Tensor Cores on GeForce Ampere
Tensor Cores are systolic arrays that were first released on NVIDIA Volta GPUs, and they are systolic arrays that are the type of execution unit used to speed up AI-based algorithms. These units, unlike the RT Cores, use the control unit of the SM and cannot be used at the same time as the floating point and integer units, so although they can work concurrently, they do so by removing power from the rest. units except RT Cores.
If we add the ALU quantity that the RT Cores form between one generation and the other, we will see that there is the same quantity but with a different configuration.
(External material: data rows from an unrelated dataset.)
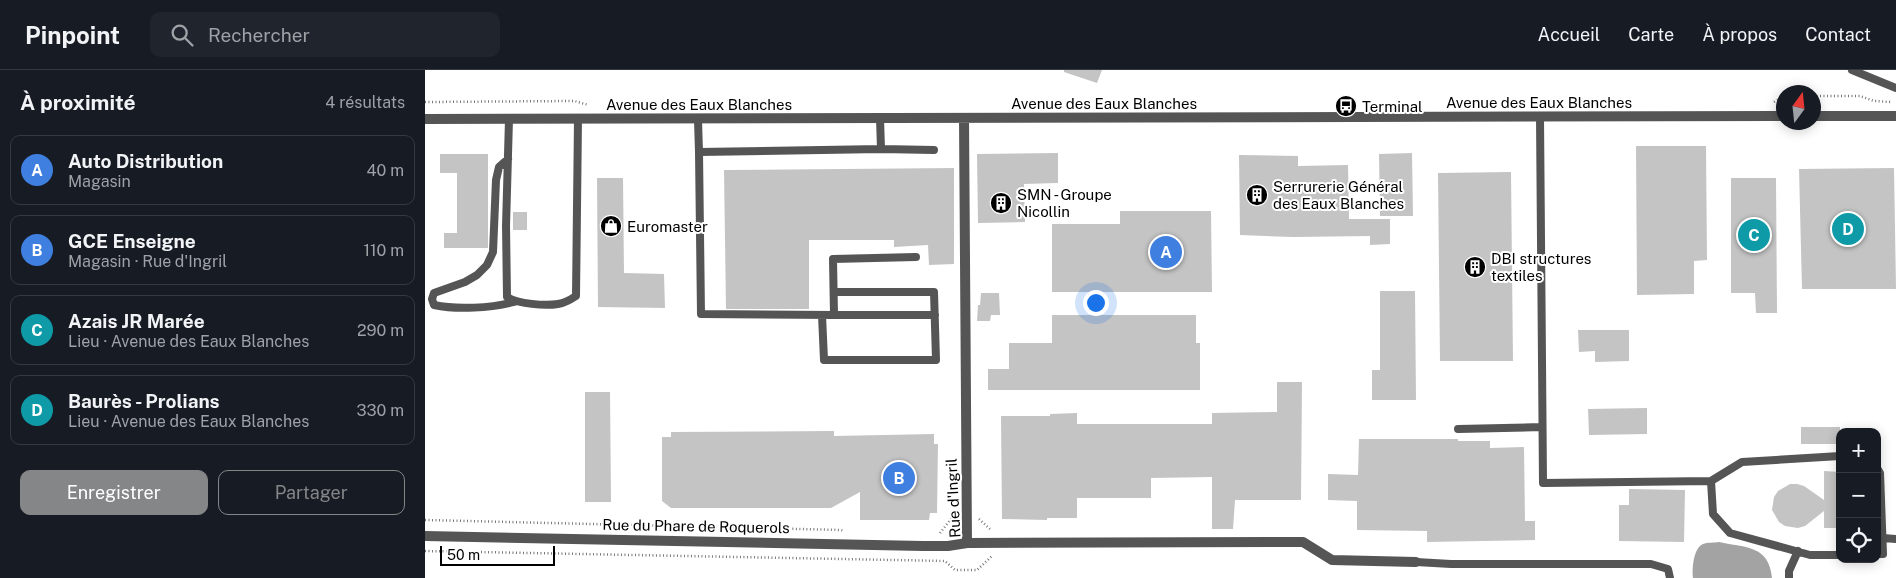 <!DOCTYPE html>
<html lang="fr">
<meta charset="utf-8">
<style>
body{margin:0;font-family:"Public Sans",sans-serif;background:#20242c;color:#f1f3f6}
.controls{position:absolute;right:15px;bottom:15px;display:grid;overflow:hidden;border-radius:10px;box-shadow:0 2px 12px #0003}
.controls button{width:45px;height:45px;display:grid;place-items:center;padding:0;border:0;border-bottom:1px solid #363941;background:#171b24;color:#f1f3f6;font:25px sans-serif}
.compass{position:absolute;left:1351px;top:15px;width:45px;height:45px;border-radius:50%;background:#171b24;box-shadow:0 2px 12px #0003;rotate:15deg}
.scale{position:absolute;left:15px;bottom:12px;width:115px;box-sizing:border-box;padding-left:5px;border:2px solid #000;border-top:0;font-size:14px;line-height:18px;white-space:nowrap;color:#000;-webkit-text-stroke:4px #fff;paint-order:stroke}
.you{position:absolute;left:670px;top:232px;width:18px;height:18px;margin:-12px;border:4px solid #fff;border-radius:50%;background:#1a73e8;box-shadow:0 0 0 8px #1a73e833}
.badge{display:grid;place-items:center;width:32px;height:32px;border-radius:50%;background:#858687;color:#fff;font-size:16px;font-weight:700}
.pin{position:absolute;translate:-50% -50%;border:2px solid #fff;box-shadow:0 1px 5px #0006}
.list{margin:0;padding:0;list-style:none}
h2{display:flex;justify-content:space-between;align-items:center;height:65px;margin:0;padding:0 20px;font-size:21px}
h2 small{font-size:16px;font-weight:400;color:#9ea1a6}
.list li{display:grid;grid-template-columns:32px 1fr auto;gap:15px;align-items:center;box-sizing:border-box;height:70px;margin:0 10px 10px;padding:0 10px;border:1px solid #363941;border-radius:10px}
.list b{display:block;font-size:19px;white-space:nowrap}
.list p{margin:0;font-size:16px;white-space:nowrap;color:#9ea1a6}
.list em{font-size:16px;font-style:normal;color:#9ea1a6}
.actions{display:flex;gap:10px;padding:15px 20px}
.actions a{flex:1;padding:11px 0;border:1px solid #858687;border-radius:10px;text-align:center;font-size:18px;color:#858687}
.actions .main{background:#858687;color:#fff}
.icon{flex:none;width:28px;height:28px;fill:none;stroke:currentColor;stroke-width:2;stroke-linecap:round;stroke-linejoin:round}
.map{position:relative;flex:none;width:1471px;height:508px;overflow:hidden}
header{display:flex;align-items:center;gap:30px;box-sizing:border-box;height:70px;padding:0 25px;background:#171b24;border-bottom:1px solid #363941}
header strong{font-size:24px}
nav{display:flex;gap:28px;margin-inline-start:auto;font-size:18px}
.search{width:350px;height:45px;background:#20242c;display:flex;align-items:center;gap:12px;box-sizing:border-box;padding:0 18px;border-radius:10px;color:#9ea1a6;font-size:19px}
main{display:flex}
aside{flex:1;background:#171b24}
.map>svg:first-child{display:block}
.water{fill:#a3a3a3}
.building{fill:#c4c4c4}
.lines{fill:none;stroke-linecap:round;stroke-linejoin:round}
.path{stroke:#777;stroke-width:2.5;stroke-dasharray:1 2.5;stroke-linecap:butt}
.lane{stroke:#555;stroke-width:8}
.street{stroke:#555;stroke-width:10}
.labels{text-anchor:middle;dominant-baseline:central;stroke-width:4;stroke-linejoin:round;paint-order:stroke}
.street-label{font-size:15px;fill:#000;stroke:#fff}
.poi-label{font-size:15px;fill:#000;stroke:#fff;text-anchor:start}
</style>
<header>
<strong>Pinpoint</strong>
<div class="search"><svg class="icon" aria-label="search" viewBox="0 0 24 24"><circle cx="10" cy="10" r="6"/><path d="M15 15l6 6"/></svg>Rechercher</div>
<nav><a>Accueil</a><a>Carte</a><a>À propos</a><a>Contact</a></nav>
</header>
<main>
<aside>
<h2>À proximité<small>4 résultats</small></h2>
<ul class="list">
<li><span class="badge" style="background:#3f7fe0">A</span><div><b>Auto Distribution</b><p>Magasin</p></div><em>40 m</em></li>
<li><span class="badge" style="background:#3f7fe0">B</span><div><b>GCE Enseigne</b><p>Magasin · Rue d'Ingril</p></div><em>110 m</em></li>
<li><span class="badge" style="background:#0f9aa8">C</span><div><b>Azais JR Marée</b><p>Lieu · Avenue des Eaux Blanches</p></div><em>290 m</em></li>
<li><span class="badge" style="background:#0f9aa8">D</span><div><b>Baurès - Prolians</b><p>Lieu · Avenue des Eaux Blanches</p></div><em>330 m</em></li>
</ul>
<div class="actions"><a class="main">Enregistrer</a><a>Partager</a></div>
</aside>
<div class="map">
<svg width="1471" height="508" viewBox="0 0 1471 508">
<rect width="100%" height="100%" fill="#fff"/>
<path class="water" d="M1294,472C1321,478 1344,475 1347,508H1268C1267,500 1268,478 1278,474C1282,472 1290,473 1294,472Z"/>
<path class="building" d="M639,0H677L672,13L639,2Z
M1211,76H1281L1282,190L1269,191V224L1212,225Z
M633,83V113L599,114L600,152L553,153L552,84Z
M987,83L988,146H955L954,84Z
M15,84H63V178H19V163H32V103H15Z
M814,85L873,86V96L923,95L924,149H965V174L945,175V166L868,167L815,165Z
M529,98V194L504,195L503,175L469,177V170H384V239H301L299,100Z
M1469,98L1471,219H1377L1374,99Z
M1086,102L1088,291H1015L1013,103Z
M172,108H198L199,203L239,204L240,238L173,237Z
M1306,108H1351L1352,243H1331L1330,223H1306Z
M695,141H786L787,222H627V154H695Z
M88,142H102V160H88Z
M955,221H990L991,330H947V300H955Z
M556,223H574L575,245H566L565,251H552L553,235H555Z
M627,245H771V273H775V320H563V299H584V273H627Z
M1153,260H1204V291L1170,292V281L1154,282Z
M852,312H877L876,430H810L808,459H787V407L726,408V428H652V448H622V450L577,449L576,346H625V344L652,343V354H787V343L852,342Z
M160,322H185L186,432H160Z
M1222,338V364L1164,365L1163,339Z
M1376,357H1415V374H1376Z
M409,361V366L509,364V374H513L512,443H505L504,450H435V422L406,438H246L237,431V367H246V362Z
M934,369H1033V371H1065V378L1099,377L1100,451H1110V470L1002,472V461L932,460V431L903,430V404L933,405Z
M1399,401L1415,402V458H1399V441L1380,456L1373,458L1360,456L1354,452L1347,440L1349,427L1353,421L1365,414H1372L1379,416L1399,430Z
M1204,419L1260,420L1259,472L1194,471V435H1204Z"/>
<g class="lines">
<path class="path" d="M1388,26H1435L1449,31L1467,32
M0,32L149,31L164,35
M1349,32L1358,27
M554,449L565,459
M0,450L416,460L419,461
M515,463L530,444
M0,481L520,491L530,500H552L567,486"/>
<path class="lane" d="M1427,0L1471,18
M1115,47L1118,413L1286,411
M84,49L81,156L82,227C93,234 120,236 133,234C140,233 145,230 151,226L153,49
M273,50L274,82L456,79L455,48
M456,79L509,80
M274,82L276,244L409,245L408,189L491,187
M83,89L74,97L71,110L68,182L62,195L52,205L40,212L9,223L7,229L9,235C32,240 66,238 89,232
M397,245L399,290H511L509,222H409
M409,245H510
M1033,359L1117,357
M1415,386L1317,392L1286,411L1288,444L1305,463L1385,485H1415
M1452,398L1455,403L1458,484H1452
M1458,468L1471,469
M991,492L1026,494H1226L1243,499L1245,508
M1364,508V501L1373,481"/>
<path class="street" d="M1388,46H1471
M539,48L542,473L878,472L907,490L991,492
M0,49L1358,46
M0,466L498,476H523L542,473"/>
</g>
<defs>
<g id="bus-disc" transform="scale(1.125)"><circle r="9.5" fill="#000" stroke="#fff"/><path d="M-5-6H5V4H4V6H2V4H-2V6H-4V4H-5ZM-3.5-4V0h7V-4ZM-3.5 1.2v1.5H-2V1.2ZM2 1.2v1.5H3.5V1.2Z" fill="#fff"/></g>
<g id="building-disc" transform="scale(1.125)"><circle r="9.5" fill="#000" stroke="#fff"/><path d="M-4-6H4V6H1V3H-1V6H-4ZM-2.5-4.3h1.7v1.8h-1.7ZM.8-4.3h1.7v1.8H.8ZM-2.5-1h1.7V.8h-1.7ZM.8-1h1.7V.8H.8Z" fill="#fff"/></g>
<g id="shop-disc" transform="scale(1.125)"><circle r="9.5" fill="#000" stroke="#fff"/><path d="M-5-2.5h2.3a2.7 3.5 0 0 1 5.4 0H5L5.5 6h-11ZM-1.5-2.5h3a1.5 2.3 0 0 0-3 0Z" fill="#fff"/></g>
</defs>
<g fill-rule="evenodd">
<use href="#bus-disc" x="921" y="36"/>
<use href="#building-disc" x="832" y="125"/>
<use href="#building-disc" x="576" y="133"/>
<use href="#shop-disc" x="186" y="156"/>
<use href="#building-disc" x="1050" y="197"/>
</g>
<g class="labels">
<g class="street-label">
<text x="1114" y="32">Avenue des Eaux Blanches</text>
<text x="679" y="33">Avenue des Eaux Blanches</text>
<text x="274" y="34">Avenue des Eaux Blanches</text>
<text transform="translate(528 428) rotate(-93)">Rue d'Ingril</text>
<text transform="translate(271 456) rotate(1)">Rue du Phare de Roquerols</text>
</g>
<g class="poi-label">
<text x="937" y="36">Terminal</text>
<text x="848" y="116">Serrurerie Général<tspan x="848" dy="17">des Eaux Blanches</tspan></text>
<text x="592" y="124">SMN - Groupe<tspan x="592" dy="17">Nicollin</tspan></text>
<text x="202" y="156">Euromaster</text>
<text x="1066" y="188">DBI structures<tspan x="1066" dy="17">textiles</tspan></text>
</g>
</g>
</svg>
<div class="controls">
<button>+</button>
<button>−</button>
<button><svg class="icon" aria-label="locate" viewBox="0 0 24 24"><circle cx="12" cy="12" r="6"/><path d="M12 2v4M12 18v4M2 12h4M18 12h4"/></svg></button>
</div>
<svg class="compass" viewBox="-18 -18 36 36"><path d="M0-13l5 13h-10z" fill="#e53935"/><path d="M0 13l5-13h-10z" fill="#9ea1a6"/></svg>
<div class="scale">50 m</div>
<div class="you"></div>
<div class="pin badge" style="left:741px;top:182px;background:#3f7fe0">A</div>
<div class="pin badge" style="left:474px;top:408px;background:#3f7fe0">B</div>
<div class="pin badge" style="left:1329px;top:165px;background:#0f9aa8">C</div>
<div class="pin badge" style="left:1423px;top:159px;background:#0f9aa8">D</div>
</div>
</main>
In Turing we have 8 units, 2 per sub-core, of 64 ALUs each in a Tensor 4 x 4 x 4 configuration. While in Ampere the Tensor Cores have a configuration of 4 units, 1 per sub-core, with 128 ALUs. for each of them.
RT Cores on GeForce Ampere
The RT Cores are the least known part of all, as NVIDIA has not given any information about what their internal workings are. We know what it does, how it works, but we do not know what the elements are inside and what changes have occurred from one generation to another.
The first thing that stands out is the mention by NVIDIA that RT Cores can now do twice as many intersections per triangle, which does not mean twice as many intersections per second. The reason for this is that when traversing the BVH tree, what it does is to make the intersection of the boxes that are the different nodes of the tree and only the final intersection of the tree is the one made with the triangle, the which is the most complex to perform. The units for calculating the intersection of the boxes are much simpler, in Turing we have in theory four units that work in parallel to go through the different levels of a tree and a single unit that performs the intersection of the ray with the triangle.
The second change at the hardware level is the ability to interpolate the triangle according to its position in time, which is key to the implementation of Ray Tracing with Motion Blur, a technique still unprecedented in games compatible with Ray Tracing. In the event that there are other changes, NVIDIA has not publicly reported this and therefore we cannot draw further conclusions.